Position : Transparence et réorientation des aides

Lettre ouverte aux députés et sénateurs français sur la discrimination entre presse imprimée et presse numérique

Paris, le 30 octobre 2015. 

Madame la Députée,

Monsieur le Député,

Madame la Sénatrice,

Monsieur le Sénateur,

Vous allez examiner, à compter du 2 novembre prochain pour ce qui concerne la commission élargie de l’Assemblée nationale, les aides publiques à la presse dans le projet de loi de finances (PLF) pour 2016. Nous vous demandons de veiller à l'équité du traitement des différentes formes de presse, quel qu'en soit le support, comme vous l'avez fait lors du vote de la TVA réduite pour la presse en ligne.

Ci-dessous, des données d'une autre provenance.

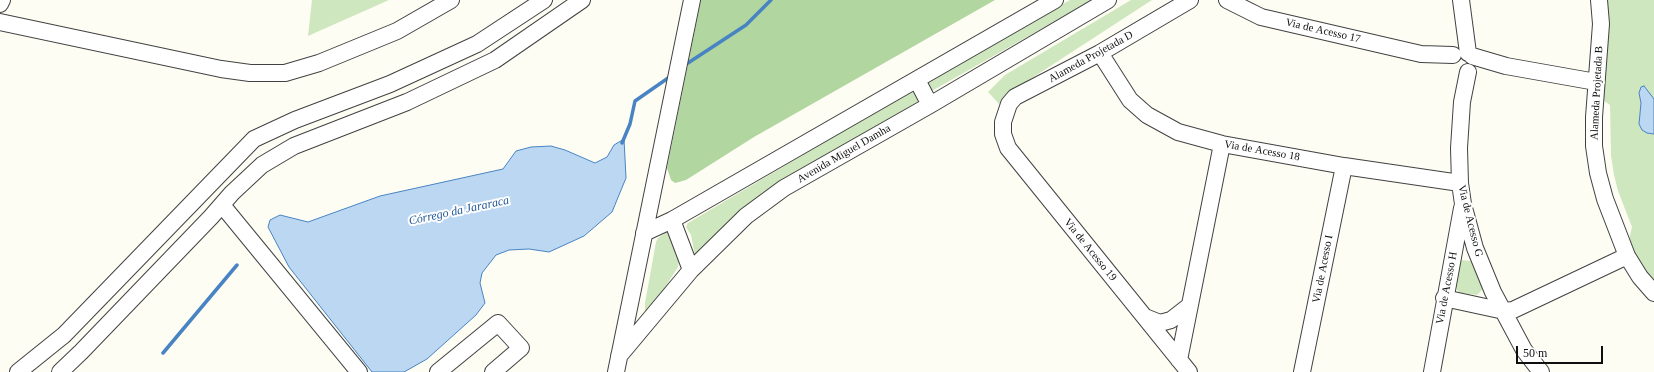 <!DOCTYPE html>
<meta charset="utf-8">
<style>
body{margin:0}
#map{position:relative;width:1654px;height:372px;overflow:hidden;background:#fefdf3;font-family:Georgia,serif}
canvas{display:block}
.scale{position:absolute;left:1516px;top:346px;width:87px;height:18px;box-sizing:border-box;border:2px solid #0f0f0f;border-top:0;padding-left:5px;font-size:12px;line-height:14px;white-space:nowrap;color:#0f0f0f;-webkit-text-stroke:3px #fff;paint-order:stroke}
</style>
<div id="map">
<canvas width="1654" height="372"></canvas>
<div class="scale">50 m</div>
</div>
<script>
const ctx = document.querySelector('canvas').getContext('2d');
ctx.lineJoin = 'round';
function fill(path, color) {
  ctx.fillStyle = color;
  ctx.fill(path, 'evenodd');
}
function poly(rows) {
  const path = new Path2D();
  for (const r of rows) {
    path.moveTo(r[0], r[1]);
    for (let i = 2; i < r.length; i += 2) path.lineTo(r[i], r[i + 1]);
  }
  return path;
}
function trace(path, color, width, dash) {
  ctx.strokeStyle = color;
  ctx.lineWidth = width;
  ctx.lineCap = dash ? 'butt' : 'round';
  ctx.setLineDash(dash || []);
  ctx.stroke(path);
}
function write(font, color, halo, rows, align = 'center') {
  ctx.font = font + ' Georgia,serif';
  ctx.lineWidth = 4;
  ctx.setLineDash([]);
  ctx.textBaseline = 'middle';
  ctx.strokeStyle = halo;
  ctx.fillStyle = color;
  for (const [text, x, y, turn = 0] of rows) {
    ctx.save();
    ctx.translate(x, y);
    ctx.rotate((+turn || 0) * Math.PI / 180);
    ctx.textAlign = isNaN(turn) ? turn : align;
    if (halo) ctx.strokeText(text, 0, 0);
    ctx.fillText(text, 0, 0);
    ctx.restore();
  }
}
const green = poly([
 [312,0,389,0,308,36],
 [1070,0,1092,0,930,92,925,83],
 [1131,0,1152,0,1015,89,1001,106,988,92,1005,75],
 [1606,0,1654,0,1654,283,1630,247,1629,240,1632,227,1618,191,1614,175,1611,156,1610,105,1604,101,1602,97,1607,48],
 [918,87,924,98,768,191,695,256,691,235,686,227,688,223],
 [669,230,680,253,678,267,648,314,645,311,645,303,656,242,658,238],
 [1460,260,1471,261,1482,285,1482,290,1477,295,1460,293,1457,290,1456,287]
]);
const forest = poly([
 [701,0,995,0,754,137,686,180,675,183,671,180,667,168]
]);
const water = poly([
 [1644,86,1654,99,1654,134,1647,133,1642,130,1639,124,1641,103,1639,93,1641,87,1644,86],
 [624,139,626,178,612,212,584,236,549,252,529,249,509,250,496,255,482,273,480,283,485,303,476,315,427,359,404,372,372,372,289,267,268,227,270,220,280,215,308,222,380,196,503,169,516,151,531,147,551,146,565,150,595,163,607,157,614,145,624,139]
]);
const stream = poly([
 [688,63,746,25,771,0],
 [622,143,630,124,635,101,671,76],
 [163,353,237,265]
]);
const minor = poly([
 [1227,0,1261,17,1421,54,1453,55],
 [1461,0,1468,53],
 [1599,0,1601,24,1594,117,1594,146,1598,173,1605,199,1627,256,1640,277,1654,293],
 [0,4,2,0],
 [0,22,221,69,250,73,285,73,319,63,397,31,451,0],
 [1100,53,1130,100,1147,115,1178,132,1222,144,1344,166,1460,183],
 [1472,56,1506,66,1596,82],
 [1468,72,1462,102,1459,148,1460,183,1463,204,1475,248,1493,292,1524,350,1541,372],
 [917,80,930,105],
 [222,205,359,372],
 [672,220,691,270],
 [644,233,672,220,1055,0],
 [1444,298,1504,311,1513,310,1627,256],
 [1145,317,1160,323,1171,320,1189,306],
 [619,356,691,270,746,216,784,188,930,105,1108,0],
 [1179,360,1222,144],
 [18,372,64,335,254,139,295,120,390,84,477,44,544,0],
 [60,372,81,352,211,217,232,193,262,165,294,146,407,102,495,60,582,0],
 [438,372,498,323,521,348,493,372],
 [616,372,692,0],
 [1189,372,1008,148,1003,134,1003,122,1009,104,1015,97,1100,53,1190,0],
 [1302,372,1344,166],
 [1432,372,1462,208]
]);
const streetNames = [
 ["Via de Acesso 17",1323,31,13],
 ["Alameda Projetada D",1091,57,-29],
 ["Alameda Projetada B",1597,93,-87],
 ["Via de Acesso 18",1262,151,10],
 ["Avenida Miguel Damha",844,154,-30],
 ["Via de Acesso G",1470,221,76],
 ["Via de Acesso 19",1090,250,51],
 ["Via de Acesso I",1323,269,-79],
 ["Via de Acesso H",1447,288,-79]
];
const waterNames = [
 ["Córrego da Jararaca",459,211,-12]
];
fill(green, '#cfe7be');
fill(forest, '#b1d69f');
fill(water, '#bbd7f2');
trace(water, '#4884c3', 1);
trace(stream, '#4884c3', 3.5);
trace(minor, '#424242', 18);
trace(minor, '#fff', 16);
write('11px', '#0f0f0f', '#fff', streetNames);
write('italic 12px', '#215799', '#fff', waterNames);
</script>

Depuis le vote de la loi du 1er août 1986 portant réforme du régime juridique de la presse, la presse est en effet définie non par son support, qui peut être en ligne ou imprimé, mais par sa nature. La loi du 12 juin 2009 favorisant la diffusion et la protection de la création sur internet a encore renforcé cette définition, en créant le statut de service de presse en ligne.

Près de 30 ans plus tard, la sagesse du législateur apparaît évidente. 71% des Français s’informent en ligne contre seulement 19% par les journaux papier (Reuters Institute for the Study of Journalism). Les médias disponibles seulement en ligne touchent 35% des internautes, faisant quasiment jeu égal avec les offres des journaux disposant également d’un support papier, qui en touchent 37% (même source). 879 services de presse en ligne sont reconnus par la Commission paritaire pour les publications et agences de presse (CPPAP).

Pourtant, dans le PLF pour 2016, sur les 129 m€ prévus pour les aides directes à la presse dans le programme « Presse », 77% sont structurellement réservés au papier. Sans compter, hors des crédits de ce programme, les 119 m€ prévus pour versement à La Poste au titre de l’aide au transport postal de la presse. Et sans compter les aides indirectes que constituent l’exonération de l’éco-contribution ou le marché des annonces judiciaires et légales, réservé au papier et qui représente 193 m€.

Cette discrimination technologique est à la fois anticonstitutionnelle, anti-économique, et anti-sociale.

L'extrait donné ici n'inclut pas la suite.